A beauty therapist who worked set hours, wore a uniform and used the respondent's equipment has been found to be an employee, allowing her claims for unfair dismissal and unlawful deductions to proceed.

1 min read · Last updated 18 May 2026

Case details

Key facts

  • The claimant was engaged as a beauty therapist under a consultancy agreement.
  • The respondent admitted that substitution was never intended or practicable.
  • The claimant worked set hours, wore a uniform, and used respondent's equipment and branding.
  • The respondent controlled pricing, fee splits, holiday, and client allocation.
  • The claimant raised homemade invoices and handled her own tax and NI.
  • The tribunal found the consultancy agreement did not reflect the true relationship.

Timeline

  1. Consultancy Agreement signed

    The claimant and respondent signed a consultancy agreement dated 5 March 2015.

  2. ET1 presented

    The claimant presented her claim to the tribunal on 18 December 2020.

  3. ET3 filed

    The respondent filed a response arguing the claimant was self-employed.

  4. First preliminary hearing postponed

    The preliminary hearing scheduled for 21 September 2021 was postponed and relisted.

  5. Preliminary hearing on status

    The tribunal heard evidence and submissions on the claimant's employment status.
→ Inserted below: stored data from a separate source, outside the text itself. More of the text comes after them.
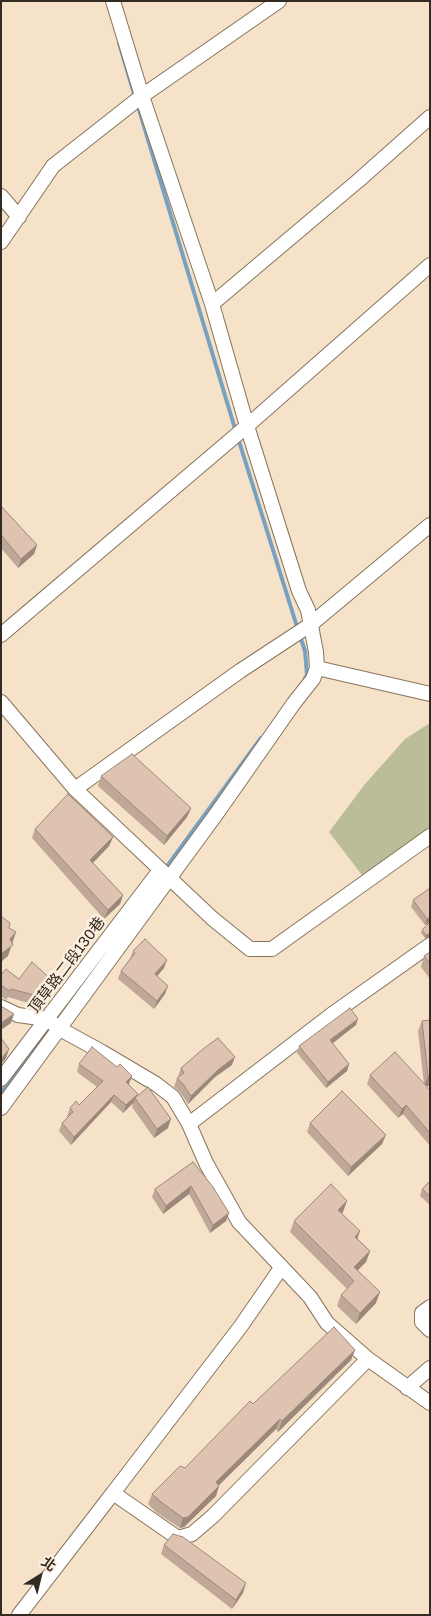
<!DOCTYPE html>
<html>
<head>
<meta charset="utf-8">
<style>
  body { margin:0 }
  #map { position:relative; width:431px; height:1616px; overflow:hidden; background:#f6e2c9; font-family:"Golos Text","Noto Sans TC",sans-serif }
  canvas { display:block }
  .frame { position:absolute; inset:0; border:2px solid #332b21; pointer-events:none }
  .north { position:absolute; left:15px; top:1551px; width:50px; height:50px; -webkit-text-stroke:4px #fdf0e1; paint-order:stroke; rotate:36deg; font-size:14px; font-weight:700; line-height:20px; text-align:center; color:#332b21 }
  .north::after { content:''; display:block; margin:auto; width:18px; height:22px; background:#332b21; clip-path:polygon(50% 0,100% 100%,50% 72%,0 100%) }
</style>
</head>
<body>
<div id="map">
<canvas width="431" height="1616"></canvas>
<div class="frame"></div>
<div class="north">北</div>
</div>
<script>
const ctx = document.querySelector('canvas').getContext('2d');
ctx.lineJoin = 'round';
function fillPath(path, color) {
  ctx.fillStyle = color;
  ctx.fill(path, 'evenodd');
}
function shape(rows) {
  const path = new Path2D();
  for (const r of rows) {
    path.moveTo(r[0], r[1]);
    for (let i = 2; i < r.length; i += 2) path.lineTo(r[i], r[i + 1]);
  }
  return path;
}
function stroke(path, color, width, dash) {
  ctx.strokeStyle = color;
  ctx.lineWidth = width;
  ctx.lineCap = dash ? 'butt' : 'round';
  ctx.setLineDash(dash || []);
  ctx.stroke(path);
}
function label(font, color, halo, rows, align = 'center') {
  ctx.font = font + ' "Golos Text","Noto Sans TC",sans-serif';
  ctx.lineWidth = 5;
  ctx.setLineDash([]);
  ctx.textBaseline = 'middle';
  ctx.strokeStyle = halo;
  ctx.fillStyle = color;
  for (const [text, x, y, turn = 0] of rows) {
    ctx.save();
    ctx.translate(x, y);
    ctx.rotate((+turn || 0) * Math.PI / 180);
    ctx.textAlign = isNaN(turn) ? turn : align;
    if (halo) ctx.strokeText(text, 0, 0);
    ctx.fillText(text, 0, 0);
    ctx.restore();
  }
}
fillPath(shape([
  [430,723,430,828,365,879,329,832,365,784,405,739]
]), '#bbbd99');
stroke(shape([
  [119,43,135,97],
  [137,103,236,432],
  [238,438,298,630],
  [300,636,305,651,307,675,305,678],
  [165,869,261,738],
  [55,1021,73,996],
  [1,1093,50,1027]
]), '#78a1c0', 4);
const minor = shape([
  [1,196,19,217],
  [1,242,53,166,142,96,279,1],
  [212,304,359,180,430,117],
  [1,635,247,426,430,265],
  [317,668,430,694],
  [1,702,75,789,213,919,250,949,272,949,430,836],
  [75,789,240,671,310,625,430,525],
  [1,1007,18,1015,47,1019,60,1029,102,1052,156,1084,173,1097,189,1124,206,1163,239,1222,310,1297,327,1323,368,1359,430,1403],
  [1,1079,160,870],
  [1,1108,217,813,294,703,313,679,317,668,316,652,308,610,299,591,247,426,212,304,142,96,113,1],
  [189,1124,331,1015,430,945],
  [430,1307,422,1313,422,1322,430,1330],
  [407,1388,430,1368],
  [113,1493,241,1326,281,1268],
  [19,1615,113,1493,178,1538,192,1534,213,1516,368,1359]
]);
stroke(minor, '#86745d', 16);
stroke(minor, '#fff', 14);
fillPath(shape([
  [1,506,37,545,34,554,18,568,1,548],
  [101,776,191,808,187,817,164,845,98,786],
  [35,829,113,837,109,846,93,863,123,895,120,904,104,919,32,838],
  [430,888,430,922,425,925,411,907,413,900],
  [422,930,430,937,425,938,421,933],
  [133,951,164,968,157,976,165,994,154,1009,118,979,121,971,130,959],
  [430,952,430,979,421,967,424,956],
  [1,975,19,979,52,980,49,988,35,1005,8,997,6,1000,1,996],
  [430,1020,430,1086,426,1086,430,1090,430,1146,403,1114,398,1118,367,1084,370,1075,424,1084,418,1031,422,1021],
  [356,1025,332,1043,349,1064,347,1071,326,1088,297,1053,299,1046],
  [79,1064,129,1084,128,1084,138,1094,136,1097,168,1128,154,1138,132,1107,133,1103,123,1113,111,1102,71,1145,59,1131,62,1123,68,1117,67,1116,70,1108,79,1105,97,1087,77,1072],
  [232,1065,215,1077,188,1104,180,1092,174,1087,177,1078,178,1077,181,1068],
  [310,1123,382,1144,348,1176,307,1132],
  [193,1162,229,1213,226,1221,210,1233,189,1194,163,1214,152,1197,155,1189],
  [430,1181,430,1205,420,1196,422,1189],
  [343,1212,342,1213,358,1239,370,1251,366,1262,358,1270,376,1303,356,1324,337,1306,341,1295,347,1289,290,1232,294,1221],
  [355,1350,351,1360,278,1432,276,1429,219,1485,216,1496,184,1527,180,1528,157,1513,148,1504,152,1494,185,1468,253,1404],
  [164,1545,243,1593,232,1609,161,1554]
]), '#bfa897');
fillPath(shape([
  [37,545,34,554,18,568,21,559],
  [191,808,187,817,164,845,167,836],
  [113,837,109,846,87,869,90,860],
  [123,895,120,904,104,919,108,910],
  [430,917,430,922,425,925,427,919],
  [16,932,8,956,1,962,1,954,10,939],
  [430,934,430,937,425,938,426,935],
  [167,960,164,968,152,982,155,974],
  [52,980,49,988,35,1005,38,996],
  [168,986,165,994,154,1009,157,1001],
  [14,1014,11,1023,1,1030,1,1023],
  [358,1019,356,1025,328,1047,330,1040],
  [9,1049,6,1058,1,1064,1,1059],
  [235,1057,232,1065,215,1077,188,1104,191,1096,219,1069],
  [349,1064,347,1071,326,1088,328,1082],
  [132,1076,129,1084,123,1090,126,1082],
  [428,1076,430,1076,430,1086,424,1086],
  [138,1094,133,1103,123,1113,126,1105],
  [114,1095,111,1102,71,1145,74,1137],
  [406,1105,403,1114,398,1118,402,1109],
  [171,1119,168,1128,154,1138,157,1129],
  [386,1135,382,1144,348,1176,351,1167],
  [191,1186,189,1194,163,1214,166,1206],
  [347,1201,343,1212,334,1221,338,1210],
  [229,1213,226,1221,210,1233,213,1225],
  [360,1231,356,1243,355,1237],
  [370,1251,366,1262,350,1278,354,1267],
  [380,1292,376,1303,356,1324,360,1313],
  [355,1350,351,1360,278,1432,282,1421],
  [280,1419,276,1429,212,1492,216,1482],
  [219,1486,216,1496,184,1527,180,1528,183,1518],
  [246,1583,243,1593,232,1609,236,1600]
]), '#9b887b');
const building = shape([
  [1,506,37,545,21,559,1,535,1,506],
  [132,754,191,808,167,836,101,776,132,754],
  [68,794,113,837,90,860,123,895,108,910,35,829,68,794],
  [430,888,430,917,427,919,413,900,430,888],
  [1,916,10,923,9,928,16,932,10,939,13,945,1,954,1,916],
  [430,922,430,934,426,935,422,930,430,922],
  [145,939,167,960,155,974,168,986,157,1001,121,971,135,953,133,951,145,939],
  [430,952,430,963,424,956,430,952],
  [32,962,52,980,38,996,11,989,9,991,1,985,1,975,6,969,19,979,32,962],
  [1,1006,14,1014,1,1023,1,1006],
  [350,1008,358,1019,330,1040,349,1064,328,1082,299,1046,350,1008],
  [430,1020,430,1076,428,1076,422,1021,430,1020],
  [1,1038,9,1049,1,1059,1,1038],
  [218,1038,235,1057,219,1069,191,1096,183,1084,177,1078,184,1073,181,1068,203,1049,218,1038],
  [92,1047,117,1067,120,1064,132,1076,126,1082,138,1094,126,1105,114,1095,74,1137,62,1123,73,1112,70,1108,76,1101,79,1105,103,1081,79,1064,92,1047],
  [395,1052,430,1090,430,1133,406,1105,402,1109,370,1075,395,1052],
  [148,1087,171,1119,157,1129,135,1098,148,1087],
  [342,1091,386,1135,351,1167,310,1123,342,1091],
  [193,1162,213,1187,229,1213,213,1225,191,1186,166,1206,155,1189,193,1162],
  [430,1181,430,1196,422,1189,430,1181],
  [331,1184,347,1201,338,1210,360,1231,355,1237,370,1251,354,1267,380,1292,360,1313,341,1295,354,1281,294,1221,331,1184],
  [334,1327,355,1350,282,1421,280,1419,216,1482,219,1486,188,1517,183,1518,161,1502,152,1494,180,1466,185,1468,250,1401,253,1404,334,1327],
  [173,1534,183,1537,246,1583,236,1600,164,1545,173,1534]
]);
fillPath(building, '#dec3b0');
stroke(building, '#9b887b', 1);
label('15px', '#332b21', '#fdf0e1', [
  ["頂草路二段130巷",67,965,-53]
]);
</script>
</body>
</html>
  6. Reserved judgment on status

    Employment Judge Palmer issued a reserved judgment finding the claimant was an employee.

  7. Costs hearing

    Employment Judge Hutchings ordered the respondent to pay £640 in costs.

The outcome

The tribunal ruled that the claimant was an employee, not self-employed, meaning her claims for unfair dismissal, wrongful dismissal, and unlawful deductions (including holiday and sick pay) can proceed.

Key reasons:

  • The consultancy agreement's substitution clause was never intended to be used and was not practicable.
  • The respondent controlled the claimant's hours, pricing, uniform, and client allocation.
  • The claimant provided personal service and was integrated into the business.

No compensation was awarded at this stage as the case was about jurisdiction only.

Lessons & takeaways

  • A written agreement stating self-employment does not guarantee that status if the reality of the working relationship is different.
  • If an employer controls your hours, pricing, and how you work, you may be an employee even if you invoice for your services.
  • Substitution clauses that are never intended to be used are a strong indicator of employment.
  • Tribunals look at the true working relationship, not just the label in a contract.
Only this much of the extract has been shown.